▸ Problem requirements
Each line below from the one containing "M424,542c-14,-3 -36,-10 -45,6" through the one containing "<button>+</button>" is to be given again exactly, and no line outside that span.

Data for this exercise START

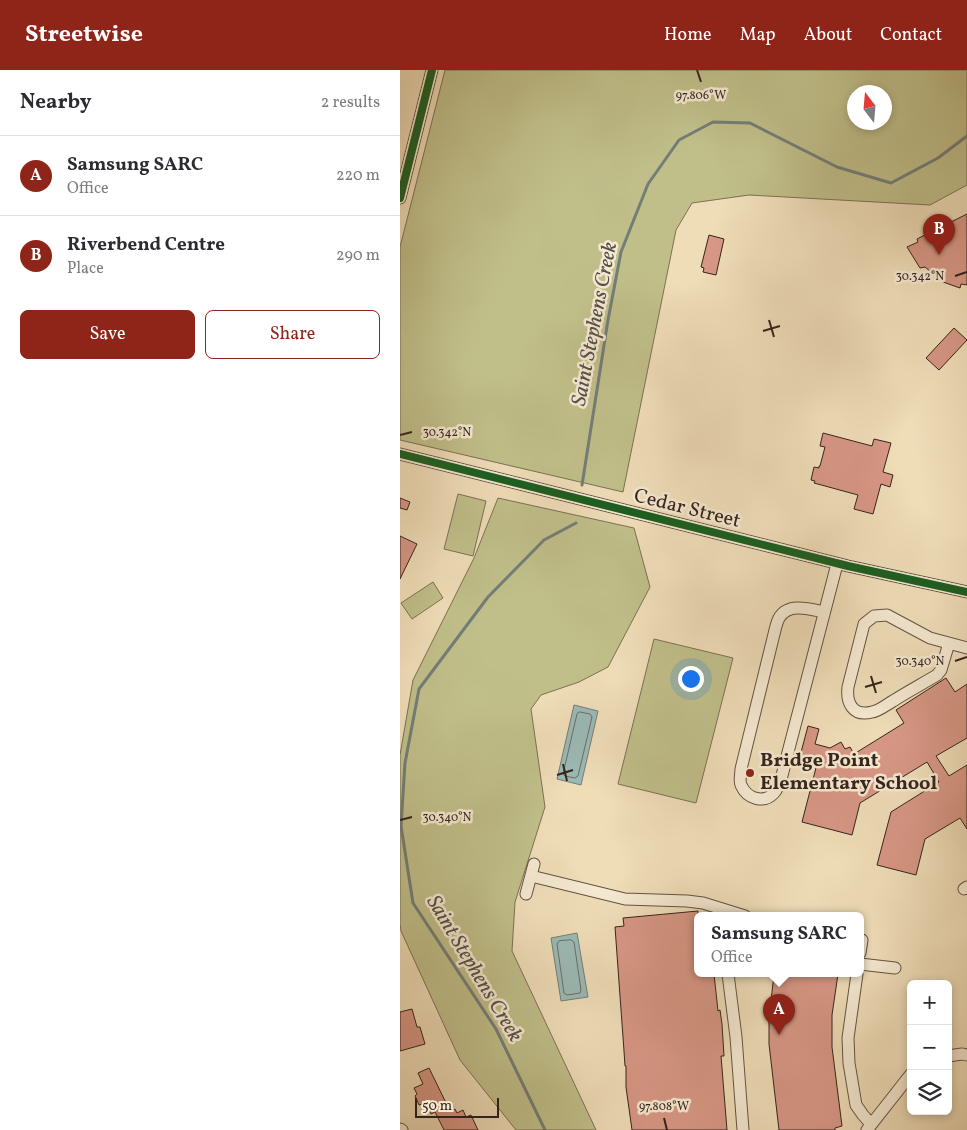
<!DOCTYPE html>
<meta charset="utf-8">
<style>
:root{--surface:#fff;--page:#f2f2f3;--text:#2b2b33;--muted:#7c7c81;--line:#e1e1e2;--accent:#8f2418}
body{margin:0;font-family:Vollkorn,serif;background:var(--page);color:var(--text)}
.controls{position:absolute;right:15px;bottom:15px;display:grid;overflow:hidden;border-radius:8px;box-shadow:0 2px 8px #0003}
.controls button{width:45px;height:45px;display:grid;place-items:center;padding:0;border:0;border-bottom:1px solid var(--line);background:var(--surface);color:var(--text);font:25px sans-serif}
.compass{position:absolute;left:447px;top:15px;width:45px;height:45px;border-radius:50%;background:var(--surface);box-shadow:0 2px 8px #0003;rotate:344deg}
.scale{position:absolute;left:15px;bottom:12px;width:84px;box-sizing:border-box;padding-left:5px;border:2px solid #36231c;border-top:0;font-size:14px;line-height:18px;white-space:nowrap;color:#36231c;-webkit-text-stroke:4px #f5e9d1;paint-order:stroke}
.you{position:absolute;left:290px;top:608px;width:18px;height:18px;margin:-12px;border:4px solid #fff;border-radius:50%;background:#1a73e8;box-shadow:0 0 0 8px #1a73e833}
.badge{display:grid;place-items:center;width:32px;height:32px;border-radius:50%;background:var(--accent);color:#fff;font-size:16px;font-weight:700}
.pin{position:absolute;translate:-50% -41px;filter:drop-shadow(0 1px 2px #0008)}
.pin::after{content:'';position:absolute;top:26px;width:18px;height:15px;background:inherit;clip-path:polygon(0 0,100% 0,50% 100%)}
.popup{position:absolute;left:294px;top:842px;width:170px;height:65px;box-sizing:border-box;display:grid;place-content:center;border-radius:8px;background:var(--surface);filter:drop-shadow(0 1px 4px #0005);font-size:16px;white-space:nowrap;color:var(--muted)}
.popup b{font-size:19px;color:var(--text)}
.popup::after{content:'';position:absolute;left:50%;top:100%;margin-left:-10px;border:10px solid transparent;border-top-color:var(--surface)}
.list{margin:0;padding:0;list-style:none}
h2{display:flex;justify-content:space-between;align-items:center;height:65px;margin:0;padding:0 20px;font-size:21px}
h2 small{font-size:16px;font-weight:400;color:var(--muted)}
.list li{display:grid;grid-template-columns:32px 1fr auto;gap:15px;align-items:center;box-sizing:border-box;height:80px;padding:0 20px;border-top:1px solid var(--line)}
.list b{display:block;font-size:19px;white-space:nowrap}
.list p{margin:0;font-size:16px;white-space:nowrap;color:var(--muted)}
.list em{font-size:16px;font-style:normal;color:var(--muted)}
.actions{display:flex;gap:10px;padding:15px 20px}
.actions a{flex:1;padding:11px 0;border:1px solid var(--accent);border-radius:8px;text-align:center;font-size:18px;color:var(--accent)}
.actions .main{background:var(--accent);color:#fff}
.icon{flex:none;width:28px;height:28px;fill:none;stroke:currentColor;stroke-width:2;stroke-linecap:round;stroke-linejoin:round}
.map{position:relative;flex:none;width:567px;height:1060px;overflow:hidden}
header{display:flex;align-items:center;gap:30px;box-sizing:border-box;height:70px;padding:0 25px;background:var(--accent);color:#fff}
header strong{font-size:24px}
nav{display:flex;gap:28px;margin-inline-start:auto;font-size:18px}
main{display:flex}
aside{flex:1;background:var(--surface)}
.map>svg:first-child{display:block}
</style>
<header>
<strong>Streetwise</strong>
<nav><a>Home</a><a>Map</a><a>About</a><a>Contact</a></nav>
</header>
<main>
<aside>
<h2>Nearby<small>2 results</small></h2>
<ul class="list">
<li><span class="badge">A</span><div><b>Samsung SARC</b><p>Office</p></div><em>220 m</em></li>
<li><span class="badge">B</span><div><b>Riverbend Centre</b><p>Place</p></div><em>290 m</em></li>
</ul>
<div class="actions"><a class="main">Save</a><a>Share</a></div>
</aside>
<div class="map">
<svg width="567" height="1060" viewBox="0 0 567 1060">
<rect width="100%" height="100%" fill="#efddb8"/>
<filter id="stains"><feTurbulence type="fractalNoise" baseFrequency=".004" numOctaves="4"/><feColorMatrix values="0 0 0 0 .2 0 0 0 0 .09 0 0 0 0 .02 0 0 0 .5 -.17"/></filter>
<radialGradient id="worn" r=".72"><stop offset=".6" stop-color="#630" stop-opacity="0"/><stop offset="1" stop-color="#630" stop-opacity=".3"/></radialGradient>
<path fill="#c0bf8a" stroke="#7b7153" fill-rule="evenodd" d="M45,0h522v115l-37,20 -181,-10 -57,8 -16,27 -53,262 -223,-52v-193zM484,22v30h-30v-30z
M58,424l28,7 -13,55 -29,-7z
M98,428l136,30 16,59 -42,80 -29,15 -38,13 -10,14 14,98 -30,95 -3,49 84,179h-80l-56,-70 -59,-129 -1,-7v-169l13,-75 61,-122z
M33,512l10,16 -31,21 -11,-16z
M254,569l79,19 -37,145 -78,-19z"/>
<path fill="#9bbab6" stroke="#737e78" d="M174,635l24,6 -17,74 -24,-6z
M177,863l11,64 -27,4 -10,-63z"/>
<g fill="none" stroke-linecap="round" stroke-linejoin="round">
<path stroke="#686e69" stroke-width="1" d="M180,642l10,2 2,3 -14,59 -3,2 -10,-2 -2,-2 14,-60z
M171,870l3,2 7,48 -1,3 -13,2 -3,-2 -7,-49 2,-3z"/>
<path stroke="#737e78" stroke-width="3" d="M182,415l26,-165 13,-68 27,-68 31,-44 34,-18 37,1 87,44 54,16 47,-25 29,-22
M145,1060l-49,-101 -83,-126 -12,-77 4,-63 14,-74 69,-92 56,-57 32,-17"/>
</g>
<path fill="#d79785" stroke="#36231c" d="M567,144v71l-6,-1 -1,4 -17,-6 -18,-15 -5,1 -13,-21 11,-5 -1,-3z
M309,165l15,4 -8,36 -13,-3 1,-4 -3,-1z
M554,258l13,12 -28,30 -13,-12z
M423,363l49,13 2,-7 17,4 -8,29 10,3 -3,12 -9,-3 -8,30 -19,-5 4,-14 -44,-12 1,-2 -4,-1 3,-13 5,1v-2h1l5,-19 -5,-1z
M0,428l10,4 -3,8 -7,-2z
M0,466l17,8 -17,35z
M546,608l9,14 12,-8v54l-31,18 13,20 18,-11v64l-7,-11 -35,21 -9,36 -39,-10 14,-53 48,-30 -12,-20 -67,41 -8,32 -50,-13 16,-62 -18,-4 8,-30 11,3 -4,15 15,4 11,-6 4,7 5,-2 4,7 50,-31 -8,-13z
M298,841v63h16l4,37 2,-1 2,14 2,32h-3l6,74h-95l-6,-43v-21h-1l-1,-15 -9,-124 9,-1 -1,-8z
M374,904h64l-6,41v32l10,79 -7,2v2h-56l-10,-86v-25z
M12,939l5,18h3l5,17 -25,7v-39z
M29,998l21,43 5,-2 2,4 6,-3 3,7 5,-2 7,15h-34l-9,-18 -4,2 -3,-7 -4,1 -2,-4 -3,1 -4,-9 2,-2 -3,-6 9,-4 -5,-11z"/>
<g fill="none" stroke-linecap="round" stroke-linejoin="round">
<defs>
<path id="minor" d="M0,128l32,-128
M0,384l448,112 119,26
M424,542c-14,-3 -36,-10 -45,6 -2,4 -3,8 -4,12l-34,139c0,5 -2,12 0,16 6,14 23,19 33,8 3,-3 4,-7 6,-10l57,-219
M549,573l-8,27 -4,5c-15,9 -30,17 -44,26 -7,4 -14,10 -21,11 -19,5 -26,-9 -24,-25l16,-63 10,-8 13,-1 43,23 37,10
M131,806l94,23 62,2 16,2 42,13
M564,819l3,-2
M126,824l8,-30
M460,883l2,-13
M460,894l35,4
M328,904l8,63 7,93
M457,904l-9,64 1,25 7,42 7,10 8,9
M548,986l14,-2 5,1
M0,1059l2,1
M467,1060l44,-56"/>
</defs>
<use href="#minor" stroke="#645243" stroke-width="13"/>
<use href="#minor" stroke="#f5e9d1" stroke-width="11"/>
<defs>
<path id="cycleway" d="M0,128l32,-128
M0,384l448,112 119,26"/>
</defs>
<use href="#cycleway" stroke="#f5e9d1" stroke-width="11"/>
<use href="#cycleway" stroke="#1b5e20" stroke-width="8"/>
</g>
<path fill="none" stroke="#36231c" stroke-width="2" d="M297,0l4,12M555,206l12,-4M369,250l5,17M363,261l17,-5M0,365l12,-3M555,591l12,-4M471,606l5,17M465,617l17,-5M163,694l4,17M157,705l16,-5M0,750l12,-3M264,1048l3,12"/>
<circle fill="#8f2418" stroke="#f5e9d1" stroke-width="2" cx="350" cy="703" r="5"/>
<g text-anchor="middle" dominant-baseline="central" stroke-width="5" stroke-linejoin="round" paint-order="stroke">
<g font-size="20" fill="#36231c" stroke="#f5e9d1">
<text transform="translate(287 439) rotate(14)">Cedar Street</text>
</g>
<g font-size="20" font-weight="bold" fill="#36231c" stroke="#f5e9d1" text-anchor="start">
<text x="360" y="691">Bridge Point<tspan x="360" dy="23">Elementary School</tspan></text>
</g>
<g font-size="21" font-style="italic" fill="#54504a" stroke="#f5e9d1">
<text transform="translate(195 254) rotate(-79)">Saint Stephens Creek</text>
<text transform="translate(74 899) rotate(59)">Saint Stephens Creek</text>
</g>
</g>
<g font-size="12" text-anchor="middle" fill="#36231c" stroke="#f5e9d1" stroke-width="5" stroke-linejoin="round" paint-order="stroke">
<text x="301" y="29">97.806°W</text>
<text x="520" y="210">30.342°N</text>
<text x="47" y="366">30.342°N</text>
<text x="520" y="595">30.340°N</text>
<text x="47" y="751">30.340°N</text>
<text x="264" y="1040">97.808°W</text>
</g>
<rect width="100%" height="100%" filter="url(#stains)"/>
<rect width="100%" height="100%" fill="url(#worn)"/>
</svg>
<div class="controls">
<button>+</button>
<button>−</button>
<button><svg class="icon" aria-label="layers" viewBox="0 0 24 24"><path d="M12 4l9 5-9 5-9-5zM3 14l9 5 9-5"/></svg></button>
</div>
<svg class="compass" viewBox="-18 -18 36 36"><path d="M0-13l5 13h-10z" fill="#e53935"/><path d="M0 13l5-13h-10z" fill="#7c7c81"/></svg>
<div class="scale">50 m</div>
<div class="you"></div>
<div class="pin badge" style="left:379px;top:965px">A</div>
<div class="popup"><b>Samsung SARC</b>Office</div>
<div class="pin badge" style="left:539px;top:185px">B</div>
</div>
</main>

Data for this exercise END

▸ Written answer
M424,542c-14,-3 -36,-10 -45,6 -2,4 -3,8 -4,12l-34,139c0,5 -2,12 0,16 6,14 23,19 33,8 3,-3 4,-7 6,-10l57,-219
M549,573l-8,27 -4,5c-15,9 -30,17 -44,26 -7,4 -14,10 -21,11 -19,5 -26,-9 -24,-25l16,-63 10,-8 13,-1 43,23 37,10
M131,806l94,23 62,2 16,2 42,13
M564,819l3,-2
M126,824l8,-30
M460,883l2,-13
M460,894l35,4
M328,904l8,63 7,93
M457,904l-9,64 1,25 7,42 7,10 8,9
M548,986l14,-2 5,1
M0,1059l2,1
M467,1060l44,-56"/>
</defs>
<use href="#minor" stroke="#645243" stroke-width="13"/>
<use href="#minor" stroke="#f5e9d1" stroke-width="11"/>
<defs>
<path id="cycleway" d="M0,128l32,-128
M0,384l448,112 119,26"/>
</defs>
<use href="#cycleway" stroke="#f5e9d1" stroke-width="11"/>
<use href="#cycleway" stroke="#1b5e20" stroke-width="8"/>
</g>
<path fill="none" stroke="#36231c" stroke-width="2" d="M297,0l4,12M555,206l12,-4M369,250l5,17M363,261l17,-5M0,365l12,-3M555,591l12,-4M471,606l5,17M465,617l17,-5M163,694l4,17M157,705l16,-5M0,750l12,-3M264,1048l3,12"/>
<circle fill="#8f2418" stroke="#f5e9d1" stroke-width="2" cx="350" cy="703" r="5"/>
<g text-anchor="middle" dominant-baseline="central" stroke-width="5" stroke-linejoin="round" paint-order="stroke">
<g font-size="20" fill="#36231c" stroke="#f5e9d1">
<text transform="translate(287 439) rotate(14)">Cedar Street</text>
</g>
<g font-size="20" font-weight="bold" fill="#36231c" stroke="#f5e9d1" text-anchor="start">
<text x="360" y="691">Bridge Point<tspan x="360" dy="23">Elementary School</tspan></text>
</g>
<g font-size="21" font-style="italic" fill="#54504a" stroke="#f5e9d1">
<text transform="translate(195 254) rotate(-79)">Saint Stephens Creek</text>
<text transform="translate(74 899) rotate(59)">Saint Stephens Creek</text>
</g>
</g>
<g font-size="12" text-anchor="middle" fill="#36231c" stroke="#f5e9d1" stroke-width="5" stroke-linejoin="round" paint-order="stroke">
<text x="301" y="29">97.806°W</text>
<text x="520" y="210">30.342°N</text>
<text x="47" y="366">30.342°N</text>
<text x="520" y="595">30.340°N</text>
<text x="47" y="751">30.340°N</text>
<text x="264" y="1040">97.808°W</text>
</g>
<rect width="100%" height="100%" filter="url(#stains)"/>
<rect width="100%" height="100%" fill="url(#worn)"/>
</svg>
<div class="controls">
<button>+</button>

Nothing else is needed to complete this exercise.